WHAT THE TASK ASKS:
Identify each line below containing the string "list" and copy it.

EXERCISE INPUTS:
▼

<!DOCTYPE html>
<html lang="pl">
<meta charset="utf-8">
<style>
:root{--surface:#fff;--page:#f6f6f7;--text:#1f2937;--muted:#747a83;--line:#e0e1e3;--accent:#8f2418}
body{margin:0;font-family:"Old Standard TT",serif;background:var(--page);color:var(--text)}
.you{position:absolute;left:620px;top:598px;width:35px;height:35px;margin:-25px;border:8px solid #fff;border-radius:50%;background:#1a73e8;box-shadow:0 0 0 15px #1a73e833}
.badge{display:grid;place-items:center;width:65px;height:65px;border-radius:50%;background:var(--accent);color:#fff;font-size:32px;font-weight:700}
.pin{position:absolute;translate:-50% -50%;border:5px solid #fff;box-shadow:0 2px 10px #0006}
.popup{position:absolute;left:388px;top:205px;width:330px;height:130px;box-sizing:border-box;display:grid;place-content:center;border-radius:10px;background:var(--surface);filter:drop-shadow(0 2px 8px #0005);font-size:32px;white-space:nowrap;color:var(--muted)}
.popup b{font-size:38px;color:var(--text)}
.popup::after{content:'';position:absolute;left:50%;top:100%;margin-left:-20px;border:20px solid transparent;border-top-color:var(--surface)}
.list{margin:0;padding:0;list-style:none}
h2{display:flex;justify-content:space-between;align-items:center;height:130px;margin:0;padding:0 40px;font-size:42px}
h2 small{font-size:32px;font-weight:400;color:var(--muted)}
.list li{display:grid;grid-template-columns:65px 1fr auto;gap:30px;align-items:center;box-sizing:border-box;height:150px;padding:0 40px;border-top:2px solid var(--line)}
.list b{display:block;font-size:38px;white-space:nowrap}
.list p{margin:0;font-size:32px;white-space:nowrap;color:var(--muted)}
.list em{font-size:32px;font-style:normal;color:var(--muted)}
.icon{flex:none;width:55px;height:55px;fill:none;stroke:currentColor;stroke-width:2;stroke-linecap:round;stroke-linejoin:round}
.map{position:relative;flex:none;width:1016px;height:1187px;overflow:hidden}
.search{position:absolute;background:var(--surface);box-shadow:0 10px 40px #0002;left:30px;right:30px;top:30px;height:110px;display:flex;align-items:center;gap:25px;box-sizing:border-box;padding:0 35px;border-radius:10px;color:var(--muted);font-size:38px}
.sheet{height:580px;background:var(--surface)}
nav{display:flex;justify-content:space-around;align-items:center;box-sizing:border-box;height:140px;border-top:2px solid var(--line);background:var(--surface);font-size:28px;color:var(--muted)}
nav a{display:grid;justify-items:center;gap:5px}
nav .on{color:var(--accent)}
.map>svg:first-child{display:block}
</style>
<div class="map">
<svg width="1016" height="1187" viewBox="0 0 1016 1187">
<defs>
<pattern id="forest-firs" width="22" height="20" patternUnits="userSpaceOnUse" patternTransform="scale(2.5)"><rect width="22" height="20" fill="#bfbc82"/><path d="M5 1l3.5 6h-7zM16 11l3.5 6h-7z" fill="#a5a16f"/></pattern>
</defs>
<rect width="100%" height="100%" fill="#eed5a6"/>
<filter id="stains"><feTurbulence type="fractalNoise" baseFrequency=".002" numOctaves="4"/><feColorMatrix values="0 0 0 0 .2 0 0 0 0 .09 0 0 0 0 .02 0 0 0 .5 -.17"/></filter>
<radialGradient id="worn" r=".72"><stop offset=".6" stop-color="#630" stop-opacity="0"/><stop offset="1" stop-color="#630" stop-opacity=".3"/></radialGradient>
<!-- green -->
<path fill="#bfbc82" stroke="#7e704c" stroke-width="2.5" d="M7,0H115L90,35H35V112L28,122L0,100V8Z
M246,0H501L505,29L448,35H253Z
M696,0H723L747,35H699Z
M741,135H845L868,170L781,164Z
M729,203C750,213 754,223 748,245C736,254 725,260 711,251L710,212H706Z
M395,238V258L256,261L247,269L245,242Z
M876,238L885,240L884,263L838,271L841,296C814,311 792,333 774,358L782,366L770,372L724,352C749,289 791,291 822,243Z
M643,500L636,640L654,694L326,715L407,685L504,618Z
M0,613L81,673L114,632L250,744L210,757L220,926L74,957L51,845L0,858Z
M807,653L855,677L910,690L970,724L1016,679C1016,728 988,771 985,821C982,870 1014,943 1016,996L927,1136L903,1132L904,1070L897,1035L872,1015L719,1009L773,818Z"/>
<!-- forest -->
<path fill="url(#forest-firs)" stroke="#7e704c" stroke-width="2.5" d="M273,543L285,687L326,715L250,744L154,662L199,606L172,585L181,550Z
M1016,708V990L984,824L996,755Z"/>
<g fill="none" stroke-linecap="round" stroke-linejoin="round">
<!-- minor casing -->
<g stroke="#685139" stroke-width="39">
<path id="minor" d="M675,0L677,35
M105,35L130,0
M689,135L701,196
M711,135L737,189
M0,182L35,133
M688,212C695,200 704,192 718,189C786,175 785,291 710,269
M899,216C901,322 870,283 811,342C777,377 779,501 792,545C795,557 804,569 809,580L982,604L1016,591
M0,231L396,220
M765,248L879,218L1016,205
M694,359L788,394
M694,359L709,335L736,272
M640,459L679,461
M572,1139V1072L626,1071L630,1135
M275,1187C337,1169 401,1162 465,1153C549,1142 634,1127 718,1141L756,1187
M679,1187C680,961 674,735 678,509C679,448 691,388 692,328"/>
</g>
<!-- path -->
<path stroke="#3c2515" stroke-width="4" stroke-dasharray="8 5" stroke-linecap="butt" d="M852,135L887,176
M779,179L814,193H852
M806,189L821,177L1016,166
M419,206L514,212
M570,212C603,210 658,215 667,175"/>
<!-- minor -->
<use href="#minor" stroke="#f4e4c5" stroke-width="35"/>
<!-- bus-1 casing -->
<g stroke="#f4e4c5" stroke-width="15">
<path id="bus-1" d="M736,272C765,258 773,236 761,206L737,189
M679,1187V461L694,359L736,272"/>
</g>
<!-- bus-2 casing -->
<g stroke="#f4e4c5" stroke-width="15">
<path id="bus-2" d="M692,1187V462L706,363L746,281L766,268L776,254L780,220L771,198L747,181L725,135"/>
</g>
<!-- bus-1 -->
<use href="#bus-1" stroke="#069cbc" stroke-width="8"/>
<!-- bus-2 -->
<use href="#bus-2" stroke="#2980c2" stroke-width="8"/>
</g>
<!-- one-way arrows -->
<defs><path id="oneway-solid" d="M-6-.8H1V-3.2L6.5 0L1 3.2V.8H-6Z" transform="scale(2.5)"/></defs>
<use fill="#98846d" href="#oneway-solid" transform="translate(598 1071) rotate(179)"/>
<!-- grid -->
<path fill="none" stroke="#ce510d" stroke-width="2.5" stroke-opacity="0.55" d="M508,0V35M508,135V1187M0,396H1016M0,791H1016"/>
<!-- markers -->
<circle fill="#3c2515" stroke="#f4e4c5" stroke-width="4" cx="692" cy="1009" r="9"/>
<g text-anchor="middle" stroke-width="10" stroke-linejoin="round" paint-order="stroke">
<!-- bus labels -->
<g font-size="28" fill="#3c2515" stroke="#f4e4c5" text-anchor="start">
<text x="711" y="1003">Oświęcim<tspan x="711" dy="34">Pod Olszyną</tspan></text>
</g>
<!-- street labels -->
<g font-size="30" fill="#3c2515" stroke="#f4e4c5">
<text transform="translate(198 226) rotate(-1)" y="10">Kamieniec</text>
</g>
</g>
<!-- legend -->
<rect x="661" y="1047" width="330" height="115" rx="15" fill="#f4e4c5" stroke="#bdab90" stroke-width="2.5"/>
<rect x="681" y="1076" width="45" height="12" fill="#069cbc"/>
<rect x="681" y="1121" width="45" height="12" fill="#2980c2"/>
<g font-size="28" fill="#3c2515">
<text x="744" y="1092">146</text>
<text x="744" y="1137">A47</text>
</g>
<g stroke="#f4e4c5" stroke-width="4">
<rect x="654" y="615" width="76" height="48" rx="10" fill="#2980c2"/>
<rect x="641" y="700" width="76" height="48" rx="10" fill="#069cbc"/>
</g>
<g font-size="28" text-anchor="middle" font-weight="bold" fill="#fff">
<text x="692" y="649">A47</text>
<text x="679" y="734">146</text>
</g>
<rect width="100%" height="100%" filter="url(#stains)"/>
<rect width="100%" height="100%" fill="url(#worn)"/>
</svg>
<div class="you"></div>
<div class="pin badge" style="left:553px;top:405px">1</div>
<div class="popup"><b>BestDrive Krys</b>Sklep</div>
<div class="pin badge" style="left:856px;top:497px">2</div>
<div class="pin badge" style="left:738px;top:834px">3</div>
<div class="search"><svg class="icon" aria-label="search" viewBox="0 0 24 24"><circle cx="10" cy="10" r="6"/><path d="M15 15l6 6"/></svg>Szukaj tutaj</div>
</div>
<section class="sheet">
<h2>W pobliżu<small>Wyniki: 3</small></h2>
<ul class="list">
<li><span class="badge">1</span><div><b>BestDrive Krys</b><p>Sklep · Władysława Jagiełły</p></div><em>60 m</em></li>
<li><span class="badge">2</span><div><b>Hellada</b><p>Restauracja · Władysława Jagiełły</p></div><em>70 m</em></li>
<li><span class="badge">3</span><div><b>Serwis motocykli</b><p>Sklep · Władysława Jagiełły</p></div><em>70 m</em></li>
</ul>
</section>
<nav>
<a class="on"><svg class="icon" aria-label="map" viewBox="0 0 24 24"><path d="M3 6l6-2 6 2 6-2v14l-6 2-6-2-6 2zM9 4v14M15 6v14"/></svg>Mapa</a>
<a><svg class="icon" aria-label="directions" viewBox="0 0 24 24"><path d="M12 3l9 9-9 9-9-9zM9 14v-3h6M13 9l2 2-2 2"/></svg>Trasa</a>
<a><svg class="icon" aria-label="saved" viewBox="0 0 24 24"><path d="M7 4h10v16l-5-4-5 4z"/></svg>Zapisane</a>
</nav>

▲

RESULT OF THE EXERCISE:
.list{margin:0;padding:0;list-style:none}
.list li{display:grid;grid-template-columns:65px 1fr auto;gap:30px;align-items:center;box-sizing:border-box;height:150px;padding:0 40px;border-top:2px solid var(--line)}
.list b{display:block;font-size:38px;white-space:nowrap}
.list p{margin:0;font-size:32px;white-space:nowrap;color:var(--muted)}
.list em{font-size:32px;font-style:normal;color:var(--muted)}
<ul class="list">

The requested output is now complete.